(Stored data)
________________

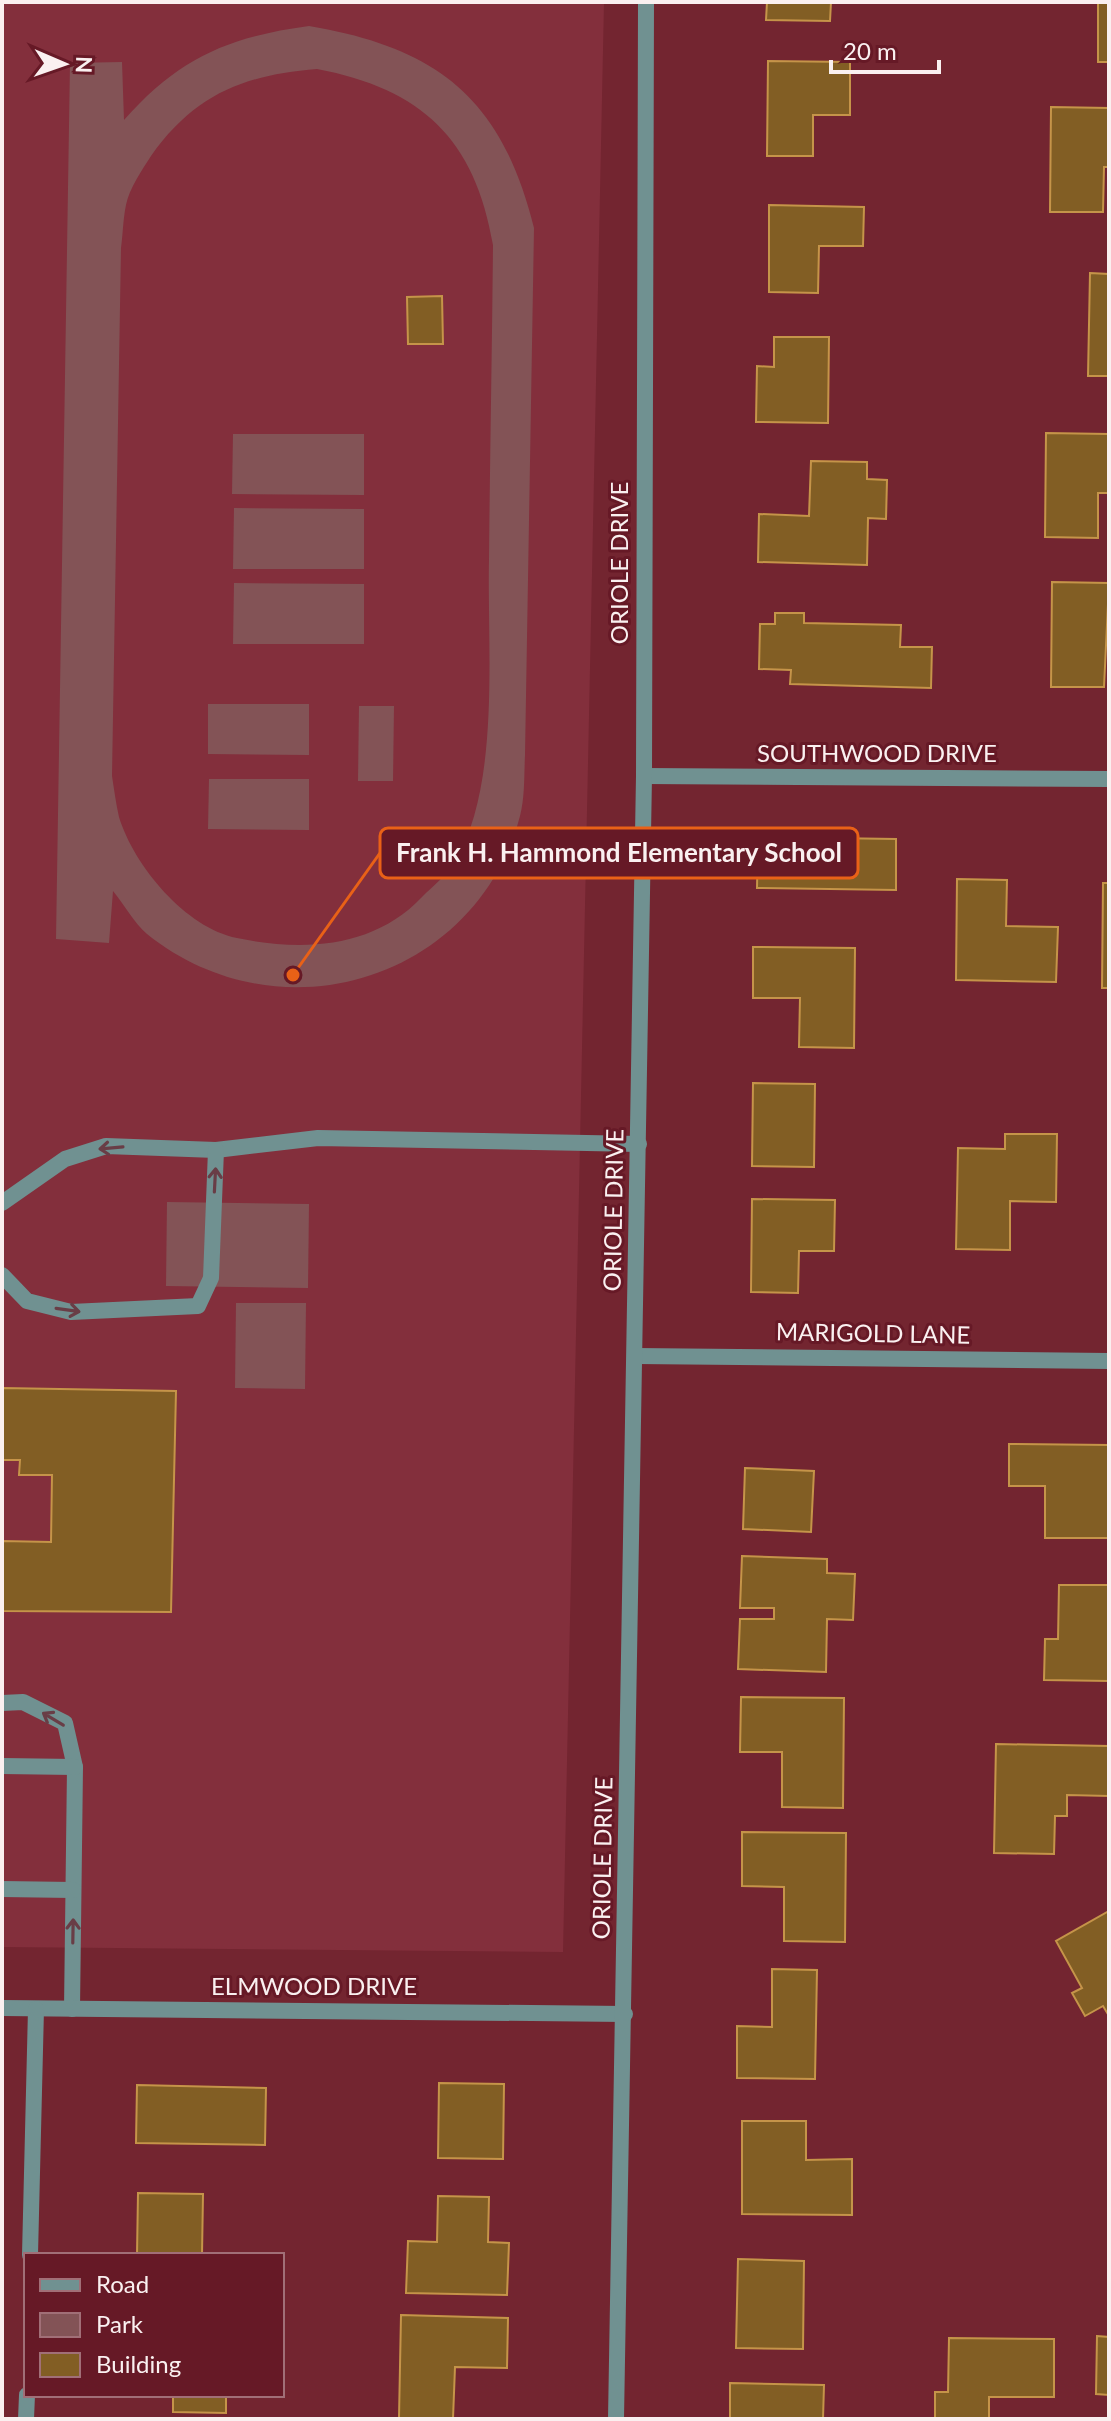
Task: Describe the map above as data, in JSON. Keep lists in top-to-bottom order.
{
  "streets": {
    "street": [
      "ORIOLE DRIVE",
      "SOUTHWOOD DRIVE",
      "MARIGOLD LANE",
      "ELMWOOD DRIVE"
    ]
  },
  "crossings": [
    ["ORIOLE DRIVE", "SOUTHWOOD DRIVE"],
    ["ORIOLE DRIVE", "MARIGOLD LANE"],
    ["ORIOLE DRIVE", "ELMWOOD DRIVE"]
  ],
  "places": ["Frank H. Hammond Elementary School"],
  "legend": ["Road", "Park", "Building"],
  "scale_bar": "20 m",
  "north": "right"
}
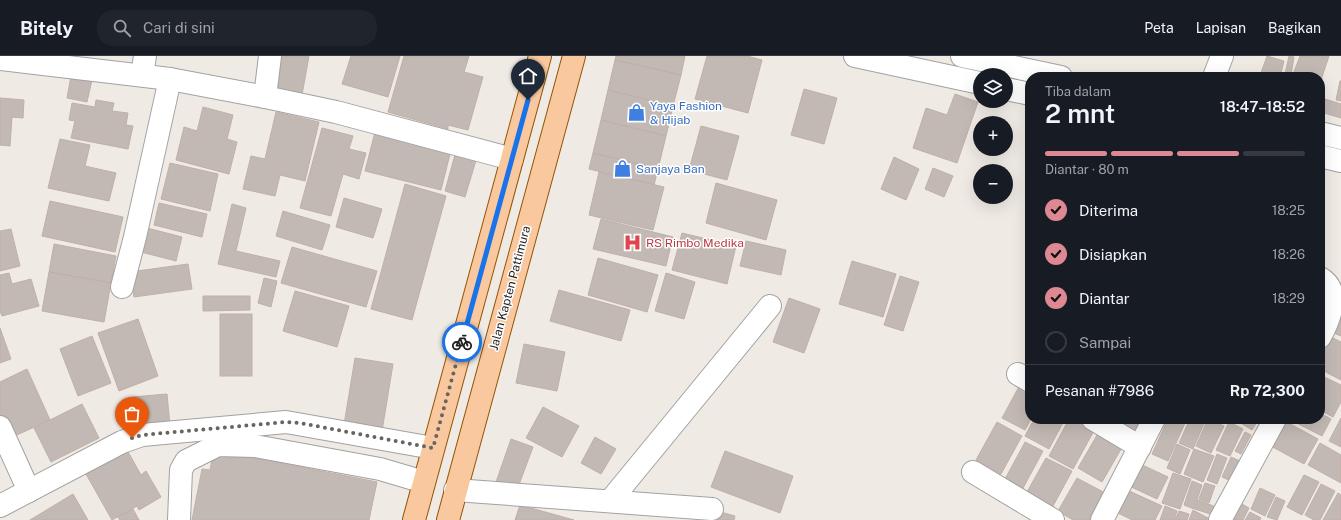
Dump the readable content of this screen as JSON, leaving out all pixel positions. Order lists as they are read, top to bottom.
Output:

________________

[INSTRUCTIONS FOR THE TASK]
Your answer should reproduce every line of the data verbatim and include no images.

[WRITTEN RESPONSE]
Task: Describe the map above as data, in JSON. Keep lists in top-to-bottom order.
{
  "streets": {
    "street": [
      "ORIOLE DRIVE",
      "SOUTHWOOD DRIVE",
      "MARIGOLD LANE",
      "ELMWOOD DRIVE"
    ]
  },
  "crossings": [
    ["ORIOLE DRIVE", "SOUTHWOOD DRIVE"],
    ["ORIOLE DRIVE", "MARIGOLD LANE"],
    ["ORIOLE DRIVE", "ELMWOOD DRIVE"]
  ],
  "places": ["Frank H. Hammond Elementary School"],
  "legend": ["Road", "Park", "Building"],
  "scale_bar": "20 m",
  "north": "right"
}
Dump the readable content of this screen as JSON, leaving out all pixel positions. Order lists as they are read, top to bottom.
Output:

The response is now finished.